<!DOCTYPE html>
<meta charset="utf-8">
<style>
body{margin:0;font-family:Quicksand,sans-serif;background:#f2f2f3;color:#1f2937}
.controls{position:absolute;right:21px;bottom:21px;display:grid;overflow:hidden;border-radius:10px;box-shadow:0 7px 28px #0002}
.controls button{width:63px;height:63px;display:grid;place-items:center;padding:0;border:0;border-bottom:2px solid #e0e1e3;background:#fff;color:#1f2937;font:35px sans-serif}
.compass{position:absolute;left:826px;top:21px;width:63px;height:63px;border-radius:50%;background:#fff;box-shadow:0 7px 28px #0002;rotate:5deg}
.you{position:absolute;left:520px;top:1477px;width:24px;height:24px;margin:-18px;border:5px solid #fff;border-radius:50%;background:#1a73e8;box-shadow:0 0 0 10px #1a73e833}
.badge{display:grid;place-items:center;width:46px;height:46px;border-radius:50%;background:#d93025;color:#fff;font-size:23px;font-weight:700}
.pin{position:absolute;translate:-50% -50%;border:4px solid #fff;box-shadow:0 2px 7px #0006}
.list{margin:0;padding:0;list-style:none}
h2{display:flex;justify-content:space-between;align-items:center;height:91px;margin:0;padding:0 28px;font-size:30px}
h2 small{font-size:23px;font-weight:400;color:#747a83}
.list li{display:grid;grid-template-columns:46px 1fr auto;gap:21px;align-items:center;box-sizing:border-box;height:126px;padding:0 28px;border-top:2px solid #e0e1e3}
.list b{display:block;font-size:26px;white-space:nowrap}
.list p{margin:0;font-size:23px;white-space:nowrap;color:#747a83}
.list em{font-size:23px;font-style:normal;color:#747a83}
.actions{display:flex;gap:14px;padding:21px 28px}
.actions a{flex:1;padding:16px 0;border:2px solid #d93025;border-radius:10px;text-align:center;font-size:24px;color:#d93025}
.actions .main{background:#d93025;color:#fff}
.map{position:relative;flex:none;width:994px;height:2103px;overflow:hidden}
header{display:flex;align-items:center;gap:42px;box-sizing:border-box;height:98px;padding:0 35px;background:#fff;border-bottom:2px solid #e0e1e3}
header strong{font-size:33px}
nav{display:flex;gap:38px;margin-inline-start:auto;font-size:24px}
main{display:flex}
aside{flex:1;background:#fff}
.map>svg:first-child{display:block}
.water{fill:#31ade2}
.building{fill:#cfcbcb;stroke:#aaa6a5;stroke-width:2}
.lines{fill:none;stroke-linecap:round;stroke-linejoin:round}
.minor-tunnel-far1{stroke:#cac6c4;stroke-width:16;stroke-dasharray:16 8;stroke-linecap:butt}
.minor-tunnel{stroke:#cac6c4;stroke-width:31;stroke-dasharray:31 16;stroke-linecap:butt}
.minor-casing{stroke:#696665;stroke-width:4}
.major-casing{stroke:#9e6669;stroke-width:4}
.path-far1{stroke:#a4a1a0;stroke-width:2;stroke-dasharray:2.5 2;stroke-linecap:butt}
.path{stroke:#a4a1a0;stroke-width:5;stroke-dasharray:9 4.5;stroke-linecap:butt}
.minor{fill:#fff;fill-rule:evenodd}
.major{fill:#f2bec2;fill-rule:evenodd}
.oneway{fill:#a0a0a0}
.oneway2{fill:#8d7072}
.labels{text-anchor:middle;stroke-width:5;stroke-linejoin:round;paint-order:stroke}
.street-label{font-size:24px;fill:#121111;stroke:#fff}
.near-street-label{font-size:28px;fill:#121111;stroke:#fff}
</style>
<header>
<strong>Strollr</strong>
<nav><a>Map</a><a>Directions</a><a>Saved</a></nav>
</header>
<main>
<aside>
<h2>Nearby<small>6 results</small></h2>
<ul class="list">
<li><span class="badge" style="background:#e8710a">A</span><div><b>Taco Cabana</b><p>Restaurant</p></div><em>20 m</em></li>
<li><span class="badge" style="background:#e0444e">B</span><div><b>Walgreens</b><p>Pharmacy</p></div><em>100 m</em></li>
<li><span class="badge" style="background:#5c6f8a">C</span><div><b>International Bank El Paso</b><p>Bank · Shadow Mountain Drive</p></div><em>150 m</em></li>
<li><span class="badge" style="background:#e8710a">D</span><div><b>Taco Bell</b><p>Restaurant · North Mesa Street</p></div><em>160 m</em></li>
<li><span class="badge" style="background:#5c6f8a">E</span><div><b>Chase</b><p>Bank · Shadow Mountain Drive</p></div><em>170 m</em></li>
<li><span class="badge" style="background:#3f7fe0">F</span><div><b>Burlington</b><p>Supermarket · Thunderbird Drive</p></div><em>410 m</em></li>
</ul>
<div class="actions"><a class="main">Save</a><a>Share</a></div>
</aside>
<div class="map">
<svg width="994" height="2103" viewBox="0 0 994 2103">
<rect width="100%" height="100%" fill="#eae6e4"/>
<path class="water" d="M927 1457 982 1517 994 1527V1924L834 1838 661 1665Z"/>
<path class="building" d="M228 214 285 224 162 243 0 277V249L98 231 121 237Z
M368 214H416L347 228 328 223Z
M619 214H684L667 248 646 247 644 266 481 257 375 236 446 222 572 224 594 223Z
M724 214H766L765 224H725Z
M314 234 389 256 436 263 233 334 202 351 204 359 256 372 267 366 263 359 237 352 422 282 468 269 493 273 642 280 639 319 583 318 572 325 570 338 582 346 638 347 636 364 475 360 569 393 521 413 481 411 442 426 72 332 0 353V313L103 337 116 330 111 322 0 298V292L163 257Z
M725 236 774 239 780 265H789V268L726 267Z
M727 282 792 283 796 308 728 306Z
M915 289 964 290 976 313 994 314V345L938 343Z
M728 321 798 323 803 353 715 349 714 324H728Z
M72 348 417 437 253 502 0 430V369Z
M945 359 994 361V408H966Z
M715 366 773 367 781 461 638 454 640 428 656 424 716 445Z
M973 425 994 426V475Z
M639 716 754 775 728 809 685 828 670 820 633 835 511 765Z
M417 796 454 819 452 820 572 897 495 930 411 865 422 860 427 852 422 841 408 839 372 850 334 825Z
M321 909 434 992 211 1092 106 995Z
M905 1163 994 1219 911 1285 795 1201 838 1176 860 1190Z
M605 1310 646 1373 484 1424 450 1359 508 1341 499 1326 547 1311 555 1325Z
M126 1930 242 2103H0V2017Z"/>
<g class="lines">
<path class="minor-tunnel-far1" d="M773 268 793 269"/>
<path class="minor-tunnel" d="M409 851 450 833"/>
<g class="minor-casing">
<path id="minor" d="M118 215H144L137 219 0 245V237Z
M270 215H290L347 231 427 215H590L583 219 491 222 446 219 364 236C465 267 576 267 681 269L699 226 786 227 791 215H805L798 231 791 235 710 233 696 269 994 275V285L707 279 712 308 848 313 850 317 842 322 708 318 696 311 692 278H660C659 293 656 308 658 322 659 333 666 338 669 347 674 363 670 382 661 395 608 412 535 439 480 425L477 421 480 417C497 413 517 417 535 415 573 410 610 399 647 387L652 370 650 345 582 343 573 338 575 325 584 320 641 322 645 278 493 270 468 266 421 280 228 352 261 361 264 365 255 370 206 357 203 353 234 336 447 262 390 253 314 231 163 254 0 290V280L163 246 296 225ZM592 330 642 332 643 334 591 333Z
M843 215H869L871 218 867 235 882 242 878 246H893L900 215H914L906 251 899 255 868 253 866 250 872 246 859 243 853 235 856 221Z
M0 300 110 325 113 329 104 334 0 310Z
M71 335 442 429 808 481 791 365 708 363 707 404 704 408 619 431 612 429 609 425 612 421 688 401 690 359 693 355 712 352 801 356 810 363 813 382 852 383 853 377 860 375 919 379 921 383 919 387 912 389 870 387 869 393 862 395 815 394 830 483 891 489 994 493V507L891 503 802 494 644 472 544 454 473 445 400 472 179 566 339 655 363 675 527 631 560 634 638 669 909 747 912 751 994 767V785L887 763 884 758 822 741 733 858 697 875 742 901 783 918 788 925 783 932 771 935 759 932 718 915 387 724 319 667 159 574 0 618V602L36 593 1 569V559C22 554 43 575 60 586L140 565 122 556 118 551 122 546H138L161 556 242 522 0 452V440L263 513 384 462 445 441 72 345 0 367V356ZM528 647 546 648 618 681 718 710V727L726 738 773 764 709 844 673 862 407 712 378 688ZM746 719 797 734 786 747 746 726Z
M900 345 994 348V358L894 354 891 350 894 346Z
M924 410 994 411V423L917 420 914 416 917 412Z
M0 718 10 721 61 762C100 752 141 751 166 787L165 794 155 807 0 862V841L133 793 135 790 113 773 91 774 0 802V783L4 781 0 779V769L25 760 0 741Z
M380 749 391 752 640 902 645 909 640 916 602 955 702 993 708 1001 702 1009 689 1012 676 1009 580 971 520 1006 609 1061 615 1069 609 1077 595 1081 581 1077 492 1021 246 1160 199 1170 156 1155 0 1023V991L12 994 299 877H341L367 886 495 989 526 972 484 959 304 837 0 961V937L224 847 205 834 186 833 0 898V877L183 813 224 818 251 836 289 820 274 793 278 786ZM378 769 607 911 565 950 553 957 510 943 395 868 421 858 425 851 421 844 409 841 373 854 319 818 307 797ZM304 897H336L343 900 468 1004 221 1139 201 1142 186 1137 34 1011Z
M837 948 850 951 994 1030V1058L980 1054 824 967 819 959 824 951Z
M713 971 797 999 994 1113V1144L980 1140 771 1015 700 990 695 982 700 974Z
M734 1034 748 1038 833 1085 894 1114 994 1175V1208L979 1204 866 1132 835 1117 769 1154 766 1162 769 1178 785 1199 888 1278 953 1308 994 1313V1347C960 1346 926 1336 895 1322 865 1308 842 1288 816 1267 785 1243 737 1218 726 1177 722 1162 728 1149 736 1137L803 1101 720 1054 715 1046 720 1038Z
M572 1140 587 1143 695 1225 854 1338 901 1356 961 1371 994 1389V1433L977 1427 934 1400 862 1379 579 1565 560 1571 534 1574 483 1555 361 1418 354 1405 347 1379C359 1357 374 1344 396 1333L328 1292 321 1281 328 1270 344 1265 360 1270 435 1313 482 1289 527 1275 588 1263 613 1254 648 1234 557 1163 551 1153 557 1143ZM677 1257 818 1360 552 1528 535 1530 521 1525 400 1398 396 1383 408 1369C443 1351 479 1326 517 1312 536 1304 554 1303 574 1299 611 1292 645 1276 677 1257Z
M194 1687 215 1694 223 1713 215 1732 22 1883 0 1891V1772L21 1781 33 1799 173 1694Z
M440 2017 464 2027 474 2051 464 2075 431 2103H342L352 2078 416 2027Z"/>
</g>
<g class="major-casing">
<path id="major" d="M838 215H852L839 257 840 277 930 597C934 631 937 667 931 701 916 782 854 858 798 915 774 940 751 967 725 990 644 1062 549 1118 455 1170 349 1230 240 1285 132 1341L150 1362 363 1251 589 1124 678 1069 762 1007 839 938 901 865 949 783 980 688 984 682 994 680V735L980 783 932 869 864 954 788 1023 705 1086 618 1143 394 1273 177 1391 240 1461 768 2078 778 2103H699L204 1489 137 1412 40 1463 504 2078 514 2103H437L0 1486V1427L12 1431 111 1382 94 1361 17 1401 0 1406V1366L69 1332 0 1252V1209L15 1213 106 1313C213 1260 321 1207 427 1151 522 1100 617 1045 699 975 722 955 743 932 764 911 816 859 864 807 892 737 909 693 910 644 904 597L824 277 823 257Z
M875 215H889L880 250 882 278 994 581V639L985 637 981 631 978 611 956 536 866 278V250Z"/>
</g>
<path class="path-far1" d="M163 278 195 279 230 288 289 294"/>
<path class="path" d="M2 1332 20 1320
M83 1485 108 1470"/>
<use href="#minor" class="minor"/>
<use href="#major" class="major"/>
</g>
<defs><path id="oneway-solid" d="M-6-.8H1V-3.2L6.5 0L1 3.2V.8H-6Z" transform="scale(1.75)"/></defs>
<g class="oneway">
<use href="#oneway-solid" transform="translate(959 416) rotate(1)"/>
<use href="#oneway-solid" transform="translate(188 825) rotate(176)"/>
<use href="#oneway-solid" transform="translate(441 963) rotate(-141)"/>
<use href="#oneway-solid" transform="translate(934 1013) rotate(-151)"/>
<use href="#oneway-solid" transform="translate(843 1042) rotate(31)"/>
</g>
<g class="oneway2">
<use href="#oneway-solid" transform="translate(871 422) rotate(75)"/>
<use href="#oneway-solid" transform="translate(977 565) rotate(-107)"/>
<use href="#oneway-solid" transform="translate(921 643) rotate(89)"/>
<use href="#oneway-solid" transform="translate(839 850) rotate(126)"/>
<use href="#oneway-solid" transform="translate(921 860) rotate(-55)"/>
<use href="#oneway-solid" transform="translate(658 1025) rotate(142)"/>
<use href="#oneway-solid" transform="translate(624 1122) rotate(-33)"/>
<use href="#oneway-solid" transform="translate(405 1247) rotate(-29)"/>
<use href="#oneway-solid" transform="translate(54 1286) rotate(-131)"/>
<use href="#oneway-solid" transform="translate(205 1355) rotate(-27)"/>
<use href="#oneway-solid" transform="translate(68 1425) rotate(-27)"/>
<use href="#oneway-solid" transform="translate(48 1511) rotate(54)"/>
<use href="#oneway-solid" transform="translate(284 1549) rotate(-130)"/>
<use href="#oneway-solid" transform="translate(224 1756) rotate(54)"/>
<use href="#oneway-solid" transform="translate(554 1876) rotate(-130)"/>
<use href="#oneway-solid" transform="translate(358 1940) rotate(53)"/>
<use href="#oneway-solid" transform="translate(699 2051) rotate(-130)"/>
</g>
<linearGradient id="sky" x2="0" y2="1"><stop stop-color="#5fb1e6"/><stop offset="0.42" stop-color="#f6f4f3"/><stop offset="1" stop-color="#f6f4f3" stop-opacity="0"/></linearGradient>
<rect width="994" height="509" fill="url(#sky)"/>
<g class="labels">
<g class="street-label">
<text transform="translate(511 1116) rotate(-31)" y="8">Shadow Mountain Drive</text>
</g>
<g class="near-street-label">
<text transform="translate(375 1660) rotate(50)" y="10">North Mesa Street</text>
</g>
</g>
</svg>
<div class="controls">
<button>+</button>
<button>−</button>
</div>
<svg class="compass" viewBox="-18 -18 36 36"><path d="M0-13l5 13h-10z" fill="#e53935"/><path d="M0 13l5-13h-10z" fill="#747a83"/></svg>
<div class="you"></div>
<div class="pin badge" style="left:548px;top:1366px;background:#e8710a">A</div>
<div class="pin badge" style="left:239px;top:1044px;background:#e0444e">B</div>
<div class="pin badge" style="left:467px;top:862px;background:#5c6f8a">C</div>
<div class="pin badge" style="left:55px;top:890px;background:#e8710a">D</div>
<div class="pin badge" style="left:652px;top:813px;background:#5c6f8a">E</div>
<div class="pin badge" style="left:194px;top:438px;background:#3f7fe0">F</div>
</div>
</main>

================================

Instructions to follow
Match on "list" and copy out every line of the entries that contains it.

Solution to the exercise
.list{margin:0;padding:0;list-style:none}
.list li{display:grid;grid-template-columns:46px 1fr auto;gap:21px;align-items:center;box-sizing:border-box;height:126px;padding:0 28px;border-top:2px solid #e0e1e3}
.list b{display:block;font-size:26px;white-space:nowrap}
.list p{margin:0;font-size:23px;white-space:nowrap;color:#747a83}
.list em{font-size:23px;font-style:normal;color:#747a83}
<ul class="list">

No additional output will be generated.